Until relatively recently, our experience of theatre tended to fall into the former category. But anyone who has read, say, a late script by Beckett (in which the playwright must forsake names for mere alphabetical marks – A, B, C – in order to represent a stage reality in which the characters neither have nor need names at all) is familiar with the latter type of situation. And in a theatre piece by Pina Bausch one may not only be watching nameless characters, but one may be unsure that the actors even represent characters. Perhaps they are just actors: people on a stage. And perhaps, in watching such a piece, our ability to interpret their actions as symbolic of our own – as, in the broadest sense, ‘representative’ – is by no means diminished.
We might find ourselves thinking along these lines in the hours and days after watching Jorge Balça’s Mea Culpa, a show which etches so many powerful images of human couplings – amorous, violent, sociable, lonely – on the retina of our inner eye. We might also be puzzled when we remember the first scene in which (after a strangely beautiful opening of twelve hands intertwining in the darkness) actors obviously do represent characters. Here it’s easier, in writing about the show, to make words and names do the work of describing what we’ve seen: Adam and Eve, the garden of Eden, original sin. And yet here there’s also a lingering sense that this relative ease of description betrays a too easy choice of story. In contrast to almost all of what follows, it’s a scene of almost caricaturish sweetness and light
Is the garden of Eden a story? There is a famous story of something that happened there, and we know that story well enough to be reminded of it by just a few visual cues. But reminding is not narrating. We recognise the story not from what we see on stage (a man and a woman, their nakedness, an apple which may or may not be bitten) but from the existing story of which we know these things are meant to remind us; and I wonder whether the familiarity of that story works for or against subtlety in its re-telling. Does the director have a wide choice of flesh to put on these bare bones marked ‘Eden’, or is the apple of narrative familiarity in fact a temptation to loss of subtlety, reduction of detail, a relative lack of specificity in what the audience can be encouraged to understand?
Elsewhere, the show fares better both in its choice of what to represent and in how it does so. The first of two rape scenes is powerfully inarticulate in the face of what it narrates: the outlines of an action are filled in with chunks of darkness – just enough information, but not too much – and Nektarios Rodosthenous’s loud, grinding music simultaneously represents and blocks out the horror of what we are being shown. A later, second rape scene, ending in a reversal of power, significantly suggests that the show is not just a series of discrete tableaux but that its actors do represent characters (albeit nameless ones), since the rapist here is the same figure we encountered earlier. But another scene – of a coquettish/sex-hungry wife and an indifferent husband who is then tempted by the devil – seems to relate to what precedes it by nothing stronger than simple juxtaposition; and the question of whether all of the show’s characters know one another is a question I would have liked the show to be asking me more than for me to be asking the show.
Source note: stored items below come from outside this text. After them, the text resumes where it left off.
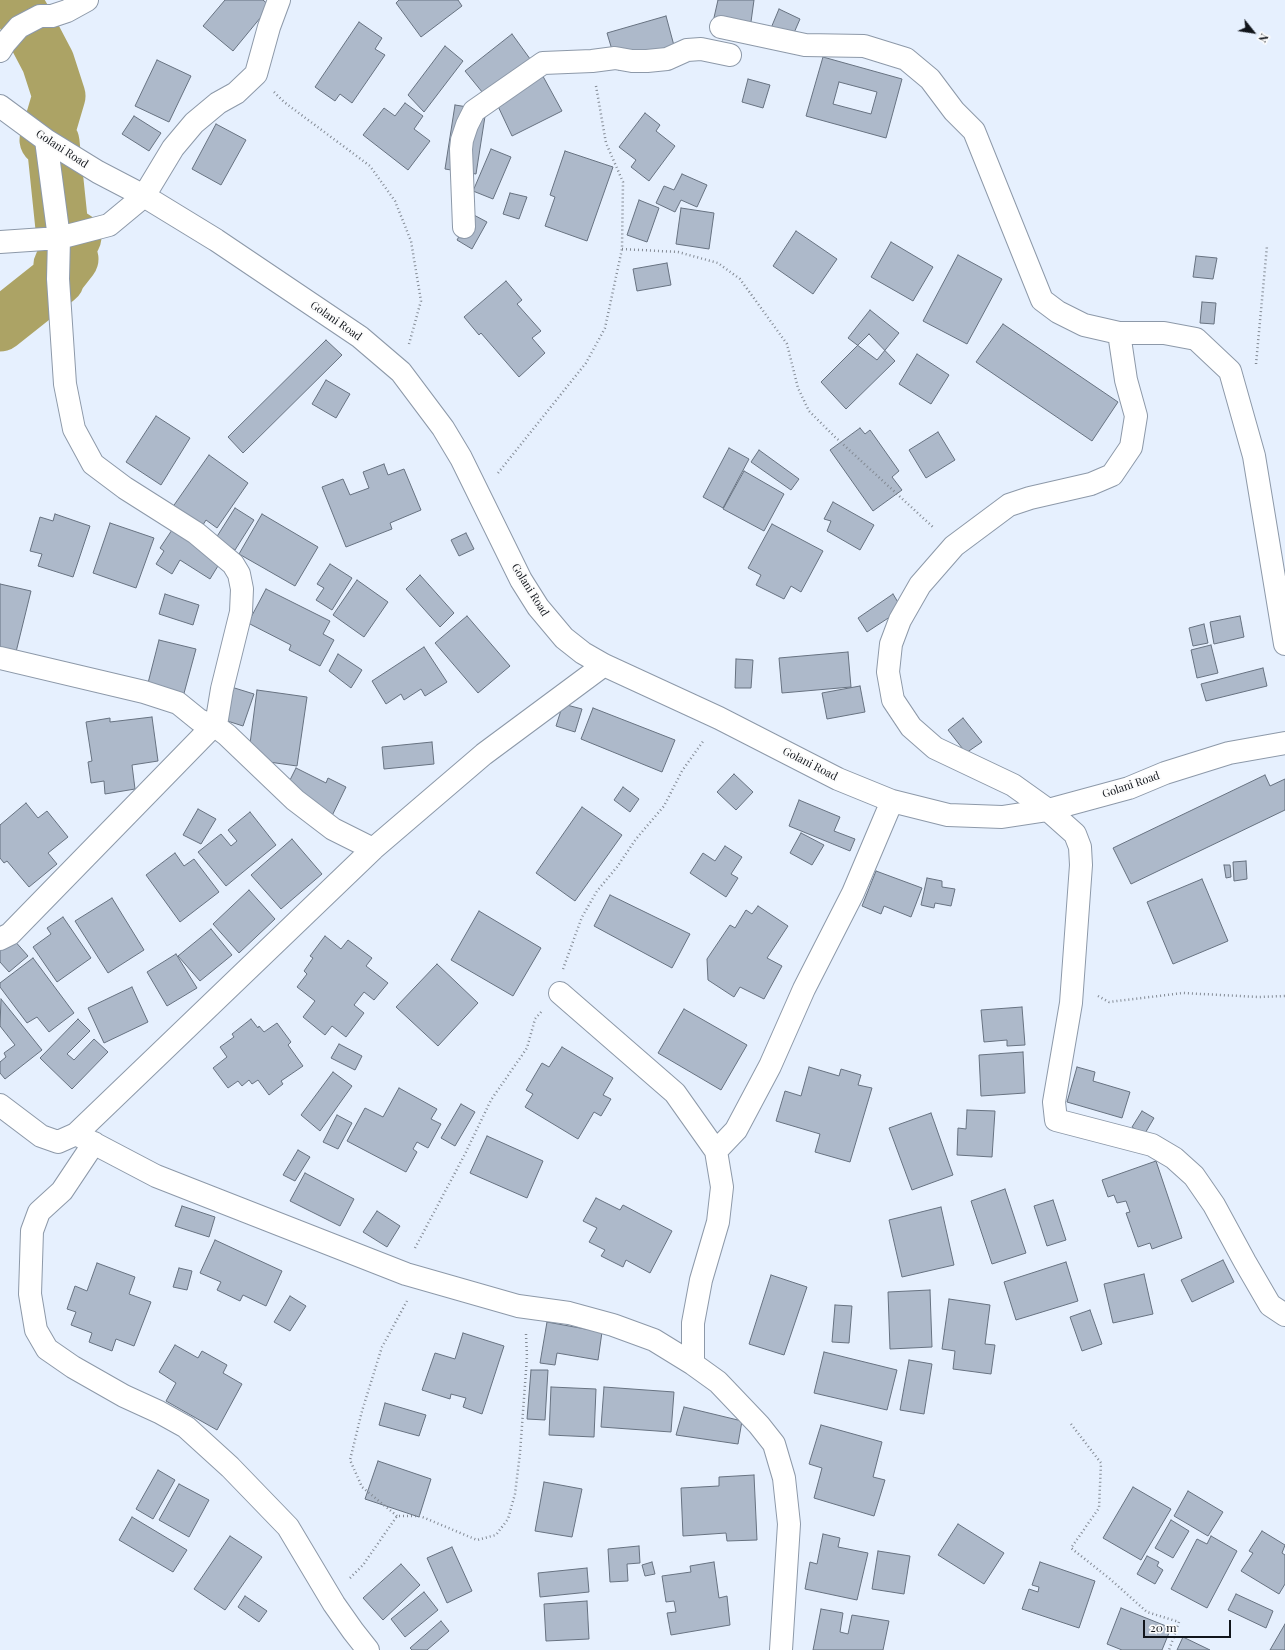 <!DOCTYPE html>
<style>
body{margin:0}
#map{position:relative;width:1285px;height:1650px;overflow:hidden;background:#e6f0fe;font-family:"Playfair Display",serif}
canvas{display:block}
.north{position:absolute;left:1233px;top:12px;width:40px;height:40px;-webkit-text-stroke:3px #fcfcfc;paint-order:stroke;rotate:120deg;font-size:11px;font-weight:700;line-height:16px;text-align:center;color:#11151b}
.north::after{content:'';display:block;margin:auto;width:14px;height:18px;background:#11151b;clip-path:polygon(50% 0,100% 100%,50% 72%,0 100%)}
.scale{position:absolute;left:1143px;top:1620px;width:88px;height:18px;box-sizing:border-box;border:2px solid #11151b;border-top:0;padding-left:5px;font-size:12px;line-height:14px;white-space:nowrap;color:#11151b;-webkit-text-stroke:3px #fcfcfc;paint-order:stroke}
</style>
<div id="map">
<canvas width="1285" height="1650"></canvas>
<div class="north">N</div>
<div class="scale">20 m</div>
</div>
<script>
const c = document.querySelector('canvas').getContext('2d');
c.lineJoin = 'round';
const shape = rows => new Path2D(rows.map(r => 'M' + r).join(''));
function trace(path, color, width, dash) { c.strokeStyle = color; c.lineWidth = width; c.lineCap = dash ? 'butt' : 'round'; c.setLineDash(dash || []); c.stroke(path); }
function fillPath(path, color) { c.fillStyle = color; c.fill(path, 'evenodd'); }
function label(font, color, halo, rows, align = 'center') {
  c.font = font + ' "Playfair Display",serif'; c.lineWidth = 4; c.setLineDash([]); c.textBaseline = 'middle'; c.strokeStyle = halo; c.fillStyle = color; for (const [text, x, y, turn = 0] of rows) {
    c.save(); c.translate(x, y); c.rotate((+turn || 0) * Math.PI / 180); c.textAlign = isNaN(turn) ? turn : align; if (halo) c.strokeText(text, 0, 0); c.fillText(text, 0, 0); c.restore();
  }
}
trace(shape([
 [0,325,58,279,54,282,72,259,60,265,75,237,63,238,53,142,46,140,59,96,48,62,27,22,14,0]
]), '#aca365', 53);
const building = shape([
 [225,0,263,0,270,6,233,51,203,26,225,0],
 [399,0,458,0,462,6,421,37,396,3,399,0],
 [718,0,754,0,750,29,713,22,718,0],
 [779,9,800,19,787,49,766,40,779,9],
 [666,16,676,53,618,70,607,33,666,16],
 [359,22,382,38,375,49,385,55,352,103,340,94,335,101,315,87,359,22],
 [512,34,533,63,487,98,465,71,512,34],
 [445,46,463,61,424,112,408,95,445,46],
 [823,57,902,79,886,138,806,116,823,57],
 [839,82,877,92,871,114,833,104,839,82],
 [157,60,191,76,169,122,135,106,157,60],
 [539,69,562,111,512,136,496,102,539,69],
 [748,79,770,85,763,108,742,102,748,79],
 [405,103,423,116,414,129,430,141,408,170,363,135,384,108,395,116,405,103],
 [455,105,486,110,476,174,445,169,455,105],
 [645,113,660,125,656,131,675,146,649,181,631,167,636,160,619,147,645,113],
 [134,116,161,133,149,151,122,134,134,116],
 [216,124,246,140,221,185,192,169,216,124],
 [491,149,511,157,493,199,473,191,491,149],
 [565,151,613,167,587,241,545,226,555,197,550,195,565,151],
 [682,174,707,185,697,207,681,200,675,212,656,203,664,186,674,190,682,174],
 [510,193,527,197,519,219,503,214,510,193],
 [639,200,659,208,647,242,627,235,639,200],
 [681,208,714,213,709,249,676,244,681,208],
 [472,214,487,222,472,249,457,240,472,214],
 [796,231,837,259,813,294,773,266,796,231],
 [891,242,933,267,913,301,871,277,891,242],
 [958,255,1002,279,967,344,923,321,958,255],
 [1196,256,1217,258,1213,279,1193,277,1196,256],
 [667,263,671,285,637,291,633,269,667,263],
 [506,281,522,300,517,304,541,331,532,338,545,353,519,377,481,333,479,335,464,317,506,281],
 [1202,302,1216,303,1214,324,1200,323,1202,302],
 [870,310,899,333,877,360,848,338,870,310],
 [1003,324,1118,402,1092,441,976,362,1003,324],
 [869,334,895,361,846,409,821,382,869,334],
 [326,340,342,355,243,453,228,437,326,340],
 [917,354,949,375,931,404,899,384,917,354],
 [326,380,350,394,336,418,312,404,326,380],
 [156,416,190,438,161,485,126,462,156,416],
 [860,428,865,434,870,430,899,471,892,477,902,490,873,511,830,450,860,428],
 [938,432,955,460,926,478,909,450,938,432],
 [729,448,749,459,723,508,703,497,729,448],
 [759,450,799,479,791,490,751,462,759,450],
 [209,455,248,483,217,528,206,520,201,528,172,508,209,455],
 [384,464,388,475,404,469,421,510,390,523,392,529,346,547,322,487,343,479,350,495,369,488,363,472,384,464],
 [744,471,784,494,764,531,723,509,744,471],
 [833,502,874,525,860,550,827,531,831,521,824,519,833,502],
 [235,508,254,520,235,550,216,538,235,508],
 [55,514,90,526,73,577,38,566,42,554,30,551,40,517,53,521,55,514],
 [262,514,318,547,295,586,239,554,262,514],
 [110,523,154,538,136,588,93,573,110,523],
 [772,524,823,551,801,592,791,586,784,599,756,585,761,575,748,568,772,524],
 [172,530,221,561,210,579,180,560,172,574,156,564,164,551,160,548,172,530],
 [466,533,474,549,459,556,451,540,466,533],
 [330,564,352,578,332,610,316,600,324,588,317,584,330,564],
 [420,575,454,613,440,627,406,589,420,575],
 [357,580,388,602,364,637,333,615,357,580],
 [0,584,31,591,16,652,0,648,0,584],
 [266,589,330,621,323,634,334,640,320,666,289,650,291,645,248,623,266,589],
 [165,594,199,605,193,625,159,614,165,594],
 [893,594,902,609,867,632,858,618,893,594],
 [467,616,510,666,478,693,435,643,467,616],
 [1240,616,1244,637,1214,644,1210,622,1240,616],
 [1204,624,1208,643,1193,646,1189,628,1204,624],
 [159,640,196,649,183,697,147,687,159,640],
 [1211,645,1218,673,1197,678,1191,650,1211,645],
 [424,647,447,682,425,696,421,689,404,700,401,694,386,704,372,681,424,647],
 [848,652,851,687,782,693,779,658,848,652],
 [338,654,362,670,351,688,329,671,338,654],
 [736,659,753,660,751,688,735,688,736,659],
 [1263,668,1267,686,1206,701,1201,684,1263,668],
 [228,686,254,694,243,726,218,718,228,686],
 [860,686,865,712,827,719,822,693,860,686],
 [257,690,307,697,297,766,248,759,257,690],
 [563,704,582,709,575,732,556,726,563,704],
 [593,708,675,740,662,772,581,739,593,708],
 [152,717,158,761,132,765,135,789,105,794,104,781,91,783,88,762,92,761,86,722,110,718,110,722,152,717],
 [963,718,982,742,966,753,948,730,963,718],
 [432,742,434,764,384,769,382,747,432,742],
 [296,768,326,783,328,778,346,787,328,824,280,800,296,768],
 [734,774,753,792,736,810,717,792,734,774],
 [1265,775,1270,786,1285,779,1285,810,1131,884,1113,848,1265,775],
 [623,787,639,799,630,812,614,800,623,787],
 [799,800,840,817,834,831,855,839,850,851,789,826,799,800],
 [26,803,38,818,47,811,68,837,48,853,57,864,29,887,7,861,4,863,0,858,0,825,26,803],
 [582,807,622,835,575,901,536,873,582,807],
 [198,809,216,819,201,844,183,835,198,809],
 [250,812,276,845,226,886,198,852,221,834,231,846,237,841,228,830,250,812],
 [801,833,824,845,812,865,790,853,801,833],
 [292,839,322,874,281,909,251,875,292,839],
 [725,846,742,857,731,874,738,878,726,897,690,873,703,853,715,861,725,846],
 [175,853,184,866,194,859,219,892,180,922,146,875,175,853],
 [1246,861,1247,879,1234,881,1233,862,1246,861],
 [1224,865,1230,865,1231,877,1226,878,1224,865],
 [876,871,922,888,911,917,884,906,881,914,862,906,876,871],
 [927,878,942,881,942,887,955,889,951,906,935,903,934,908,921,905,927,878],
 [1202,879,1228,941,1173,964,1147,902,1202,879],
 [249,890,275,919,239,953,213,924,249,890],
 [610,895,690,934,672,968,594,926,610,895],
 [112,898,144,950,108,973,75,921,112,898],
 [758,906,788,926,767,958,782,966,764,999,740,987,734,997,708,980,707,959,730,925,735,928,746,910,752,914,758,906],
 [479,911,541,948,513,996,451,960,479,911],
 [63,917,91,958,57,982,33,947,51,934,47,928,63,917],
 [211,929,232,955,200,981,178,956,211,929],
 [325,936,341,949,348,940,372,958,366,966,388,983,374,1000,364,992,354,1005,364,1013,346,1037,332,1026,325,1035,303,1017,315,1001,297,987,307,974,304,971,313,958,310,956,325,936],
 [13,939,28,956,9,972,0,962,0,950,13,939],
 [176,954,197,988,167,1006,147,972,176,954],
 [33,958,74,1013,49,1032,37,1017,27,1023,0,987,0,983,33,958],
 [437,964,478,1003,438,1046,396,1007,437,964],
 [132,987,148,1022,104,1043,88,1008,132,987],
 [1,999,42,1050,5,1079,0,1073,0,1062,6,1057,4,1053,15,1045,0,1026,1,999],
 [1022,1007,1025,1045,1007,1046,1007,1040,984,1042,981,1010,1022,1007],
 [684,1009,747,1045,721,1090,658,1053,684,1009],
 [78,1019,90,1031,67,1054,74,1060,94,1039,108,1052,72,1089,40,1058,78,1019],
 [251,1019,258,1028,259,1026,264,1032,277,1023,291,1042,288,1045,303,1066,281,1081,283,1084,269,1095,258,1080,252,1084,249,1080,242,1086,238,1081,228,1088,213,1068,227,1057,220,1047,234,1037,232,1034,251,1019],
 [339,1044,362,1056,355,1070,331,1058,339,1044],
 [562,1047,613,1078,603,1095,611,1099,601,1116,594,1112,578,1139,525,1107,533,1094,526,1090,542,1063,549,1067,562,1047],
 [1023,1052,1025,1093,981,1096,979,1055,1023,1052],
 [809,1067,839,1076,841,1069,861,1075,858,1085,872,1088,850,1162,815,1152,820,1134,776,1121,785,1091,801,1096,809,1067],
 [1077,1067,1095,1072,1093,1081,1130,1092,1122,1118,1067,1102,1077,1067],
 [333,1072,352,1086,320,1131,301,1115,333,1072],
 [399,1088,437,1109,431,1119,441,1124,428,1148,417,1142,413,1149,417,1152,406,1172,347,1141,365,1108,383,1117,399,1088],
 [461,1104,475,1112,455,1146,441,1138,461,1104],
 [967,1110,995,1111,992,1157,957,1155,958,1128,966,1129,967,1110],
 [1142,1111,1154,1118,1144,1135,1132,1127,1142,1111],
 [931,1113,953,1175,912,1190,889,1128,931,1113],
 [337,1115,352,1123,338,1149,323,1142,337,1115],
 [487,1136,543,1161,527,1198,470,1173,487,1136],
 [298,1150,310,1157,295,1181,283,1175,298,1150],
 [1156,1161,1182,1238,1152,1249,1150,1243,1138,1247,1126,1213,1130,1212,1126,1201,1117,1203,1114,1195,1108,1197,1102,1180,1156,1161],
 [305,1173,354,1199,340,1226,290,1201,305,1173],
 [1005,1189,1026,1253,992,1264,971,1201,1005,1189],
 [596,1198,620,1210,623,1205,672,1231,650,1273,626,1260,623,1267,601,1256,605,1250,589,1242,597,1228,583,1221,596,1198],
 [1053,1200,1066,1240,1047,1246,1034,1206,1053,1200],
 [182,1206,215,1217,209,1237,175,1226,182,1206],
 [941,1207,954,1265,902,1277,889,1220,941,1207],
 [377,1211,400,1226,387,1247,363,1232,377,1211],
 [215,1240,282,1271,266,1306,243,1295,240,1301,217,1290,221,1282,200,1273,215,1240],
 [1223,1260,1234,1282,1192,1302,1181,1280,1223,1260],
 [1066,1262,1078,1301,1016,1320,1004,1282,1066,1262],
 [97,1263,135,1277,129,1294,151,1302,134,1346,116,1339,112,1351,89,1342,92,1333,71,1325,76,1312,67,1309,75,1286,87,1291,97,1263],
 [179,1268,192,1271,187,1290,173,1287,179,1268],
 [1144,1274,1153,1314,1113,1323,1104,1284,1144,1274],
 [771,1275,807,1287,784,1355,749,1344,771,1275],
 [930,1290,932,1347,890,1349,888,1292,930,1290],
 [290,1296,306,1306,290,1331,274,1322,290,1296],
 [949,1299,990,1305,985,1344,995,1345,991,1374,953,1369,955,1351,942,1349,949,1299],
 [835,1305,852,1306,849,1343,832,1342,835,1305],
 [1090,1310,1102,1344,1082,1351,1070,1317,1090,1310],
 [547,1322,602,1332,598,1360,557,1353,555,1365,540,1363,547,1322],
 [463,1333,504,1346,482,1414,463,1407,466,1398,451,1394,450,1399,422,1390,435,1353,455,1359,463,1333],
 [175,1345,198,1358,202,1351,227,1365,223,1373,242,1384,217,1430,166,1401,176,1383,159,1372,175,1345],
 [824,1352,897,1370,887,1410,814,1393,824,1352],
 [909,1360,932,1364,924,1414,900,1410,909,1360],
 [531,1370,548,1370,545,1420,527,1419,531,1370],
 [551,1387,596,1389,594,1437,549,1435,551,1387],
 [604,1387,674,1392,671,1432,601,1427,604,1387],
 [385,1403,426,1415,419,1436,379,1425,385,1403],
 [684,1407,742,1421,738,1444,676,1435,684,1407],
 [821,1425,882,1442,873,1477,885,1480,874,1516,814,1498,822,1468,809,1464,821,1425],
 [378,1461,431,1479,419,1517,365,1499,378,1461],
 [158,1470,175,1480,153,1519,136,1509,158,1470],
 [754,1475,757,1540,727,1541,726,1533,683,1536,681,1488,719,1486,719,1477,754,1475],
 [544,1482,582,1489,572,1537,535,1531,544,1482],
 [179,1484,209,1500,189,1537,159,1520,179,1484],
 [1133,1487,1171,1509,1141,1560,1103,1538,1133,1487],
 [1188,1491,1223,1512,1208,1536,1174,1516,1188,1491],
 [132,1517,187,1550,173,1572,119,1540,132,1517],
 [1171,1520,1189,1531,1173,1558,1155,1548,1171,1520],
 [958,1524,1004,1553,984,1584,938,1555,958,1524],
 [1262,1531,1285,1545,1282,1553,1285,1555,1285,1584,1279,1594,1241,1571,1253,1553,1249,1551,1262,1531],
 [823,1534,840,1538,838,1547,868,1553,857,1600,805,1589,810,1562,817,1564,823,1534],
 [230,1536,262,1557,225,1610,194,1589,230,1536],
 [1211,1536,1237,1551,1207,1608,1171,1589,1197,1539,1207,1544,1211,1536],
 [639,1546,640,1563,627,1564,628,1581,610,1582,608,1549,639,1546],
 [452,1547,472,1591,447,1603,427,1558,452,1547],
 [878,1551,910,1556,904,1594,872,1589,878,1551],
 [1147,1556,1159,1562,1157,1566,1163,1570,1155,1584,1137,1574,1147,1556],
 [652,1562,655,1574,645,1576,642,1565,652,1562],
 [714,1562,719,1598,727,1596,730,1625,671,1635,667,1613,676,1612,674,1601,666,1602,662,1576,691,1572,690,1566,714,1562],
 [1040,1562,1095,1581,1079,1628,1022,1609,1029,1589,1038,1592,1039,1587,1032,1585,1040,1562],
 [401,1564,420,1585,383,1620,363,1598,401,1564],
 [587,1568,589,1592,540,1597,538,1573,587,1568],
 [424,1592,438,1610,405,1637,391,1619,424,1592],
 [1236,1594,1273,1611,1266,1628,1228,1610,1236,1594],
 [245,1596,267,1611,259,1622,238,1607,245,1596],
 [587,1601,589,1639,546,1641,544,1604,587,1601],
 [1121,1608,1171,1628,1162,1650,1122,1650,1107,1644,1121,1608],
 [821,1609,843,1613,840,1632,848,1634,852,1615,889,1621,883,1650,813,1650,821,1609],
 [441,1621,449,1631,427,1650,412,1650,410,1648,441,1621],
 [1285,1624,1285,1650,1270,1650,1285,1624],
 [1183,1637,1210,1650,1177,1650,1183,1637]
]);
fillPath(building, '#adb9ca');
trace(building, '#677281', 1);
const minor = shape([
 [721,27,805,45,864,46,906,59,930,79,954,111,974,131,1042,300,1058,312,1084,325,1119,333,1164,333,1196,339,1230,371,1254,456,1285,644],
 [0,51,5,43,19,27,40,16,52,16,67,11,87,0],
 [0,106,46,140,98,172,144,196,216,240,360,337,401,372,443,428,461,458,521,580,538,607,564,638,583,653,604,665,719,718,838,779,892,801,948,815,1002,817,1048,810,1129,788,1165,773,1229,753,1285,743],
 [464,227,461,149,462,140,467,125,474,111,543,63,592,61,615,58,632,61,647,61,667,59,687,50,701,49,730,55],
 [0,242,59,238,109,225,144,196,173,148,194,123,218,103,236,93,256,74,269,27,279,0],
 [1119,333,1126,380,1136,416,1131,447,1112,475,1091,484,1030,498,1009,505,954,546,920,585,900,620,891,644,888,672,893,700,911,727,935,748,1013,785,1048,810,1075,834,1080,847,1081,865,1071,1003,1054,1102,1056,1120,1152,1145,1174,1158,1194,1176,1214,1205,1245,1262,1270,1305,1285,1315],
 [0,658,144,692,178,703,199,720,210,725,214,725,217,719,222,689,241,612,242,589,239,574,233,564,196,533,125,488,93,464,74,429,65,384,58,279,59,238,46,140],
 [0,939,10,934,214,725,227,735,295,800,333,829,373,849],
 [560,993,675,1093,716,1151,722,1187,718,1222,701,1280,693,1323,693,1364,718,1382,759,1425,774,1444,784,1478,789,1524,781,1650],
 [0,1105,41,1136,58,1142,76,1134,156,1176,406,1274,518,1306,569,1313,613,1325,654,1340,693,1364],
 [76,1134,373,849,484,754,604,665],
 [94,1143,62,1191,39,1212,32,1231,30,1294,36,1330,47,1349,73,1367,124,1396,159,1412,186,1427,230,1467,288,1527,334,1604,353,1631,368,1650],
 [716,1151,736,1130,770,1066,804,989,853,893,892,801]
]);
trace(minor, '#8d99a9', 24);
trace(shape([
 [274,92,284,102,370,166,395,201,411,241,421,301,409,344],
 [622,249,678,252,718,263,740,279,787,344,798,388,809,411,834,436,934,528],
 [1256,364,1267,246],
 [498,473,586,363,605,328,622,249,623,182,606,143,596,86],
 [563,969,582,917,597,891,617,867,636,839,664,806,682,771,704,740],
 [1098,996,1109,1002,1183,993,1259,997,1285,996],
 [415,1248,465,1154,491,1100,527,1048,535,1019,542,1011],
 [1071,1424,1101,1463,1099,1508,1071,1548,1110,1579,1147,1612,1179,1622,1169,1650],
 [397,1516,362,1487,350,1460,362,1411,382,1347,407,1301],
 [350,1578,363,1565,397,1516,420,1516,477,1540,496,1535,508,1519,515,1494,520,1453,527,1357,526,1334]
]), '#838a94', 2.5, [1, 3]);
trace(minor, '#fff', 22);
label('11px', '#11151b', '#fcfcfc', [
 ["Golani Road",62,149,33],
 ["Golani Road",336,321,35],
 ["Golani Road",530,590,58],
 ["Golani Road",810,764,27],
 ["Golani Road",1131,785,-19]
]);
</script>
But the abiding impression is of a sureness of touch which is all the more impressive given how ambitiously the show is seeking to find new ways of conveying meaning from stage to audience. Rather than ‘producing’ a script, Balça takes an almost literally unstageable text – Peter Handke’s Self-Accusation, which not only has no characters but requires no actors, except for the ‘I’ of a speaking voice which seems to know only the past tense – and presents it (literally, makes a present tense out of its succession of pasts) through a collection of non-textual modes whose power derives from the way in which they constantly run up against or intersect with what is most irrevocably linguistic. Here, words are no longer even names but weird, enigmatic grammatical paradigms of action; and sentence relates to sentence not as main clause and subordinate clause but as juxtaposition and implication, succession and suggestion. This is how the show moves too, and how what we see acted relates to what we hear spoken. Reversing the normal hierarchy of ‘text’ and ‘production’, Mea Culpa ultimately does not cancel the text, but (re)discovers it: the text becoming the production just as surely as the production becomes the text.